With the ability to get 15pc more ewe lambs from feeding an omega-6-rich diet before joining and a 15-20pc increase in the reproductive potential of ewe progeny, the increase in flock ewe numbers could be “pretty rapid” over five years’ time, he said.

On-farm trials and more controlled trials needed

Dr Clayton is now conducting on-farm trials in conjunction with the Holbrook Landcare Network to test these findings, with funding from Meat & Livestock Australia and Australian Wool Innovation. He said this would lead to some “best-bet” feeding guidelines for producers, but more controlled trial research into sheep diets was needed to better target ration decisions.

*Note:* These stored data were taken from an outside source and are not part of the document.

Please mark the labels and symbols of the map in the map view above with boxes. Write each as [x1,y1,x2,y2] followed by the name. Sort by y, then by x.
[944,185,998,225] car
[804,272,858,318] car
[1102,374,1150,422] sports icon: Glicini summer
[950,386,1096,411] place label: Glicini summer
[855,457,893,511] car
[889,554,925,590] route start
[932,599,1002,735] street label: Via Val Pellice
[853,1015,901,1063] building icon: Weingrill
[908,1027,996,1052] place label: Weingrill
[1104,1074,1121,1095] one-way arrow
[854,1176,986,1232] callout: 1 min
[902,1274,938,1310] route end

MLA General Manager – Producer Consultation and Adoption, Michael Crowley, said the research is positive news for producers.

“The initial research looks promising and field trials will determine if producers can influence the sex ratio to the preferred gender to target specific production systems through changing input management,” Mr Crowley said.

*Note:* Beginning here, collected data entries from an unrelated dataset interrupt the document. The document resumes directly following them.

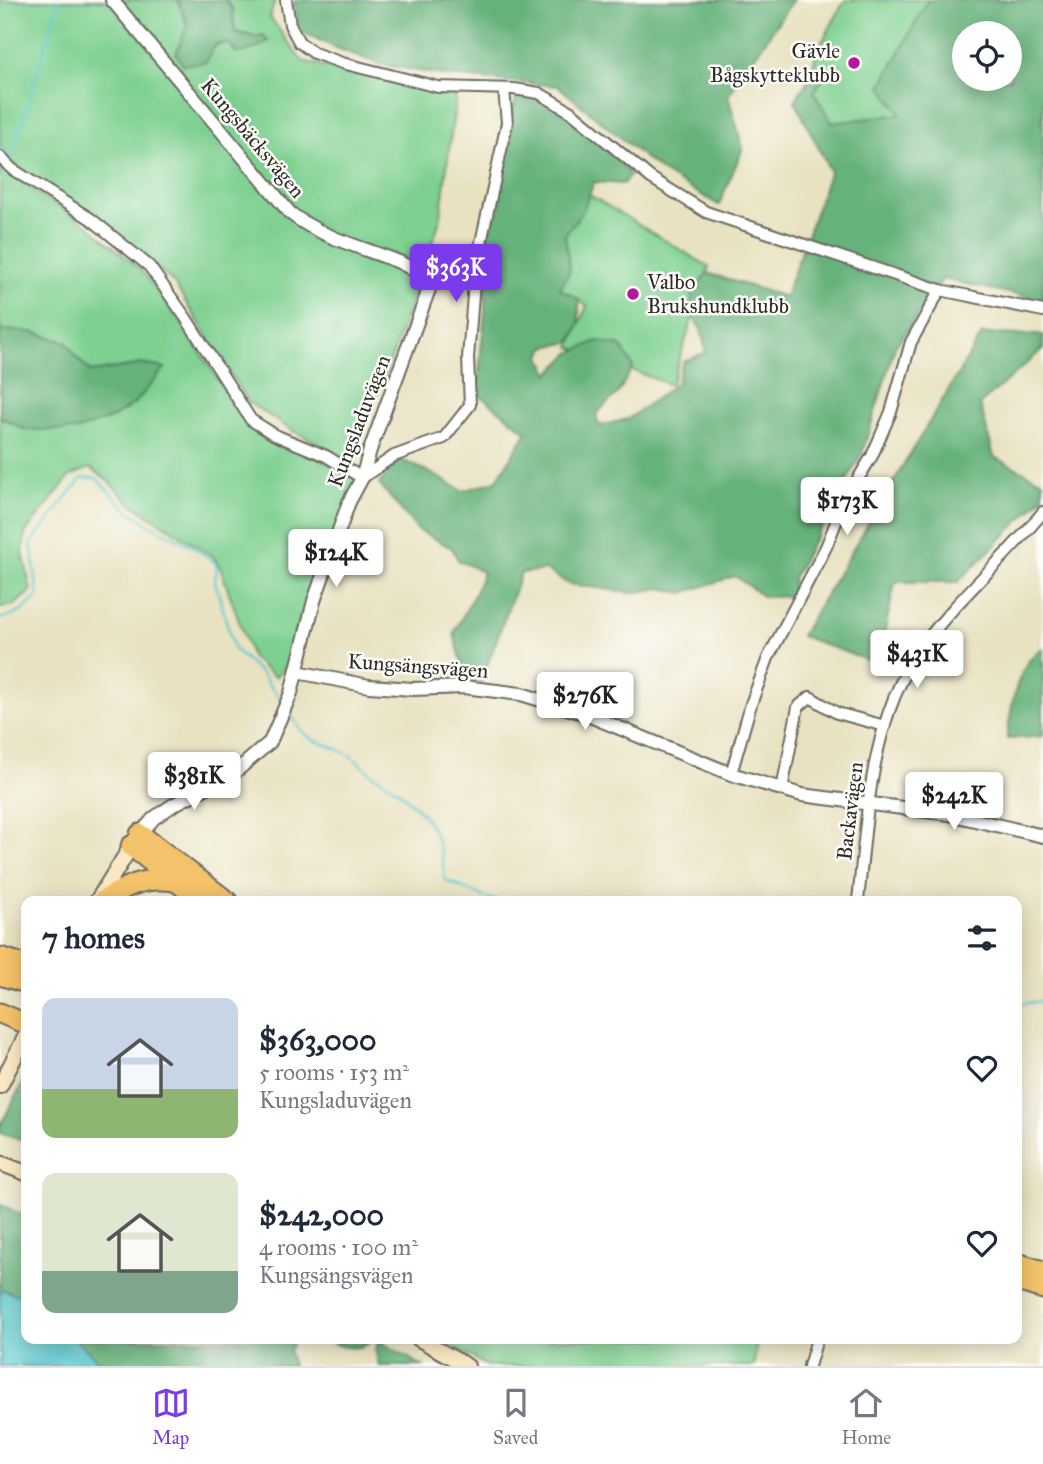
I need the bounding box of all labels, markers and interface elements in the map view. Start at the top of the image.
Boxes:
map controls [952,21,1022,91]
button: locate [952,21,1022,91]
place label: Gävle Bågskytteklubb [710,38,840,88]
marker: Gävle Bågskytteklubb [846,55,862,71]
street label: Kungsbäcksvägen [195,73,311,203]
pin: $363K [407,244,505,304]
text: $363K [426,253,486,281]
place label: Valbo Brukshundklubb [646,269,789,319]
marker: Valbo Brukshundklubb [625,286,641,302]
street label: Kungsladuvägen [322,351,396,491]
pin: $173K [798,477,896,537]
text: $173K [817,486,877,514]
pin: $124K [287,530,385,589]
text: $124K [304,538,368,566]
pin: $431K [868,630,966,690]
text: $431K [886,639,948,667]
street label: Kungsängsvägen [347,648,489,684]
pin: $276K [536,672,634,732]
text: $276K [553,681,617,709]
pin: $381K [145,752,243,812]
street label: Backavägen [831,760,869,862]
text: $381K [164,761,224,789]
pin: $242K [905,772,1003,832]
text: $242K [921,781,987,809]
icon: filters [963,919,1001,957]
text: 7 homes [42,920,145,956]
text: $363,000 [259,1022,377,1058]
icon: home [98,1026,182,1110]
icon: heart [963,1049,1001,1087]
text: 5 rooms · 153 m² [259,1058,409,1086]
text: Kungsladuvägen [259,1086,412,1114]
text: $242,000 [259,1197,384,1233]
icon: home [98,1201,182,1285]
icon: heart [963,1224,1001,1262]
text: 4 rooms · 100 m² [259,1233,418,1261]
text: Kungsängsvägen [259,1261,413,1289]
tab: Map [152,1384,190,1449]
tab: Saved [493,1384,538,1449]
tab: Home [842,1384,891,1449]

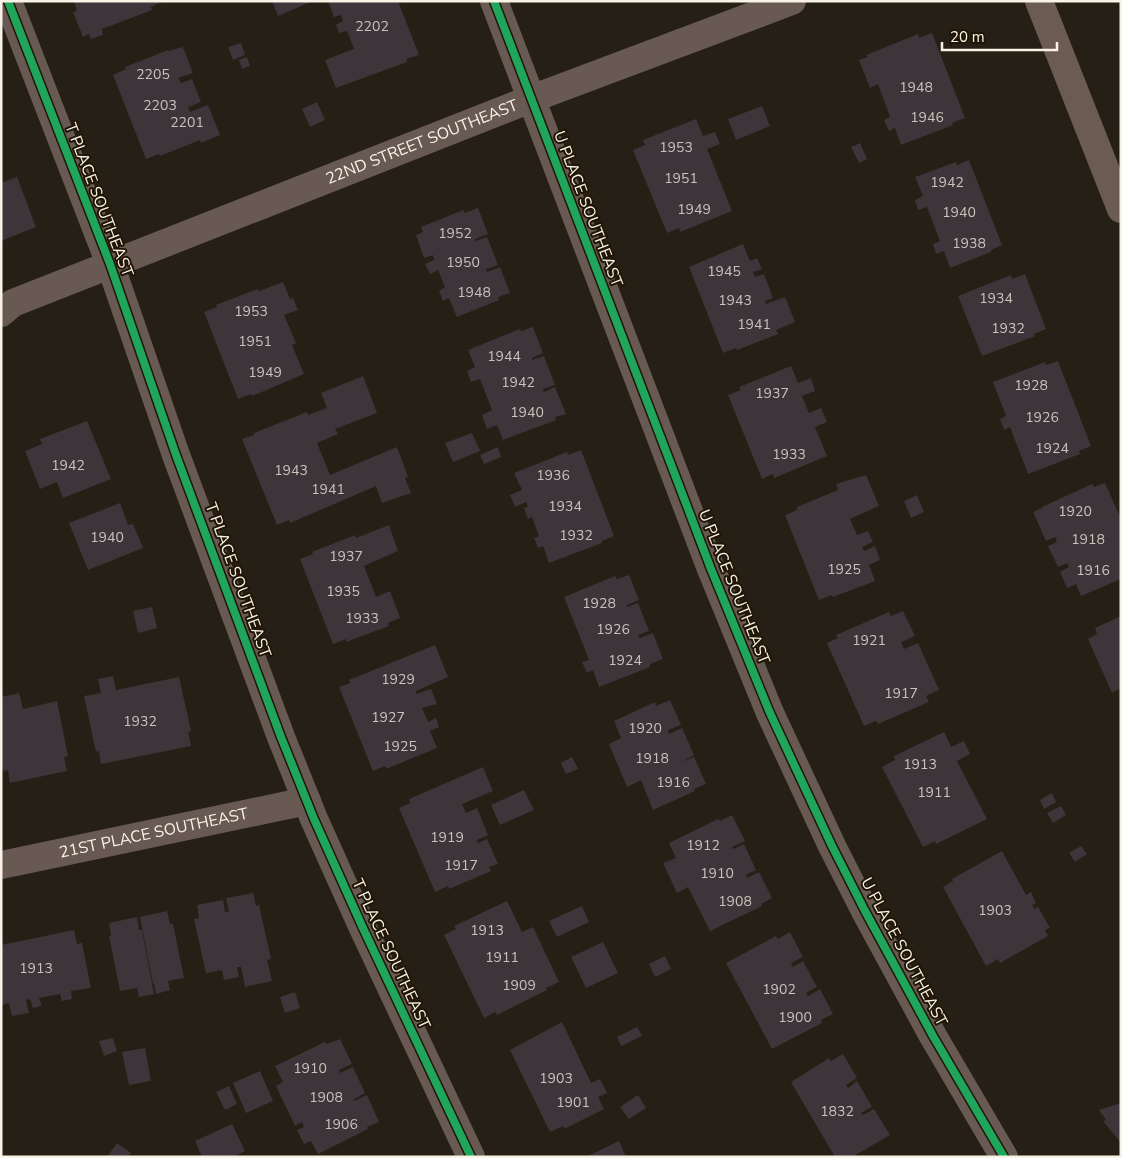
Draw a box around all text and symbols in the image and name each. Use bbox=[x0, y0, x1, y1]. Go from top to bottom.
house number: 2202 bbox=[355, 17, 389, 36]
scale bar bbox=[942, 20, 1057, 52]
text: 20 m bbox=[950, 27, 985, 47]
house number: 2205 bbox=[136, 65, 170, 84]
house number: 1948 bbox=[899, 78, 933, 97]
street label: 22ND STREET SOUTHEAST bbox=[323, 94, 521, 190]
house number: 2203 bbox=[143, 96, 177, 115]
house number: 1946 bbox=[910, 108, 944, 127]
house number: 2201 bbox=[170, 113, 204, 132]
street label: T PLACE SOUTHEAST bbox=[59, 120, 139, 281]
street label: U PLACE SOUTHEAST bbox=[548, 128, 628, 290]
house number: 1953 bbox=[659, 138, 693, 157]
house number: 1951 bbox=[664, 169, 698, 188]
house number: 1942 bbox=[930, 173, 964, 192]
house number: 1949 bbox=[677, 200, 711, 219]
house number: 1940 bbox=[942, 203, 976, 222]
house number: 1952 bbox=[438, 224, 472, 243]
house number: 1938 bbox=[952, 234, 986, 253]
house number: 1950 bbox=[446, 253, 480, 272]
house number: 1945 bbox=[707, 262, 741, 281]
house number: 1948 bbox=[457, 283, 491, 302]
house number: 1934 bbox=[979, 289, 1013, 308]
house number: 1943 bbox=[718, 291, 752, 310]
house number: 1953 bbox=[234, 302, 268, 321]
house number: 1941 bbox=[737, 315, 771, 334]
house number: 1932 bbox=[991, 319, 1025, 338]
house number: 1951 bbox=[238, 332, 272, 351]
house number: 1944 bbox=[487, 347, 521, 366]
house number: 1949 bbox=[248, 363, 282, 382]
house number: 1942 bbox=[501, 373, 535, 392]
house number: 1928 bbox=[1014, 376, 1048, 395]
house number: 1937 bbox=[755, 384, 789, 403]
house number: 1940 bbox=[510, 403, 544, 422]
house number: 1926 bbox=[1025, 408, 1059, 427]
house number: 1924 bbox=[1035, 439, 1069, 458]
house number: 1933 bbox=[772, 445, 806, 464]
house number: 1942 bbox=[51, 456, 85, 475]
house number: 1943 bbox=[274, 461, 308, 480]
house number: 1936 bbox=[536, 466, 570, 485]
house number: 1941 bbox=[311, 480, 345, 499]
house number: 1934 bbox=[548, 497, 582, 516]
street label: T PLACE SOUTHEAST bbox=[200, 499, 276, 661]
house number: 1920 bbox=[1058, 502, 1092, 521]
street label: U PLACE SOUTHEAST bbox=[693, 506, 775, 668]
house number: 1932 bbox=[559, 526, 593, 545]
house number: 1940 bbox=[90, 528, 124, 547]
house number: 1918 bbox=[1071, 530, 1105, 549]
house number: 1937 bbox=[329, 547, 363, 566]
house number: 1925 bbox=[827, 560, 861, 579]
house number: 1916 bbox=[1076, 561, 1110, 580]
house number: 1935 bbox=[326, 582, 360, 601]
house number: 1928 bbox=[582, 594, 616, 613]
house number: 1933 bbox=[345, 609, 379, 628]
house number: 1926 bbox=[596, 620, 630, 639]
house number: 1921 bbox=[852, 631, 886, 650]
house number: 1924 bbox=[608, 651, 642, 670]
house number: 1929 bbox=[381, 670, 415, 689]
house number: 1917 bbox=[884, 684, 918, 703]
house number: 1927 bbox=[371, 708, 405, 727]
house number: 1932 bbox=[123, 712, 157, 731]
house number: 1920 bbox=[628, 719, 662, 738]
house number: 1925 bbox=[383, 737, 417, 756]
house number: 1918 bbox=[635, 749, 669, 768]
house number: 1913 bbox=[903, 755, 937, 774]
house number: 1916 bbox=[656, 773, 690, 792]
house number: 1911 bbox=[917, 783, 951, 802]
street label: 21ST PLACE SOUTHEAST bbox=[57, 803, 250, 864]
house number: 1919 bbox=[430, 828, 464, 847]
house number: 1912 bbox=[686, 836, 720, 855]
house number: 1917 bbox=[444, 856, 478, 875]
house number: 1910 bbox=[700, 864, 734, 883]
street label: U PLACE SOUTHEAST bbox=[855, 874, 953, 1031]
street label: T PLACE SOUTHEAST bbox=[347, 875, 436, 1033]
house number: 1908 bbox=[718, 892, 752, 911]
house number: 1903 bbox=[978, 901, 1012, 920]
house number: 1913 bbox=[470, 921, 504, 940]
house number: 1911 bbox=[485, 948, 519, 967]
house number: 1913 bbox=[19, 959, 53, 978]
house number: 1909 bbox=[502, 976, 536, 995]
house number: 1902 bbox=[762, 980, 796, 999]
house number: 1900 bbox=[778, 1008, 812, 1027]
house number: 1910 bbox=[293, 1059, 327, 1078]
house number: 1903 bbox=[539, 1069, 573, 1088]
house number: 1908 bbox=[309, 1088, 343, 1107]
house number: 1901 bbox=[556, 1093, 590, 1112]
house number: 1832 bbox=[820, 1102, 854, 1121]
house number: 1906 bbox=[324, 1115, 358, 1134]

Dr Ed Clayton said work was being undertaken on 11 trial sites over a three year period to test the practicalities of the research on farms near Wagga Wagga and Holbrook, in southern NSW.

“We are looking at how the effect of feeding diets to unsynchronised ewes in a paddock feeding situation influences the sex ratio of the lambs, and the best sources of omega-3 and omega-6 to incorporate into practical on-farm rations,” Dr Clayton said.

The first of the on-farm trials began last year and involved five farms with a sample flock of 500 ewes split into two groups on each farm. Half the ewes grazed on pasture alone in the lead up to joining and the other half were supplemented with 600 grams of oats per day for four weeks leading up to joining and during the first two weeks of joining, giving them six weeks of grain.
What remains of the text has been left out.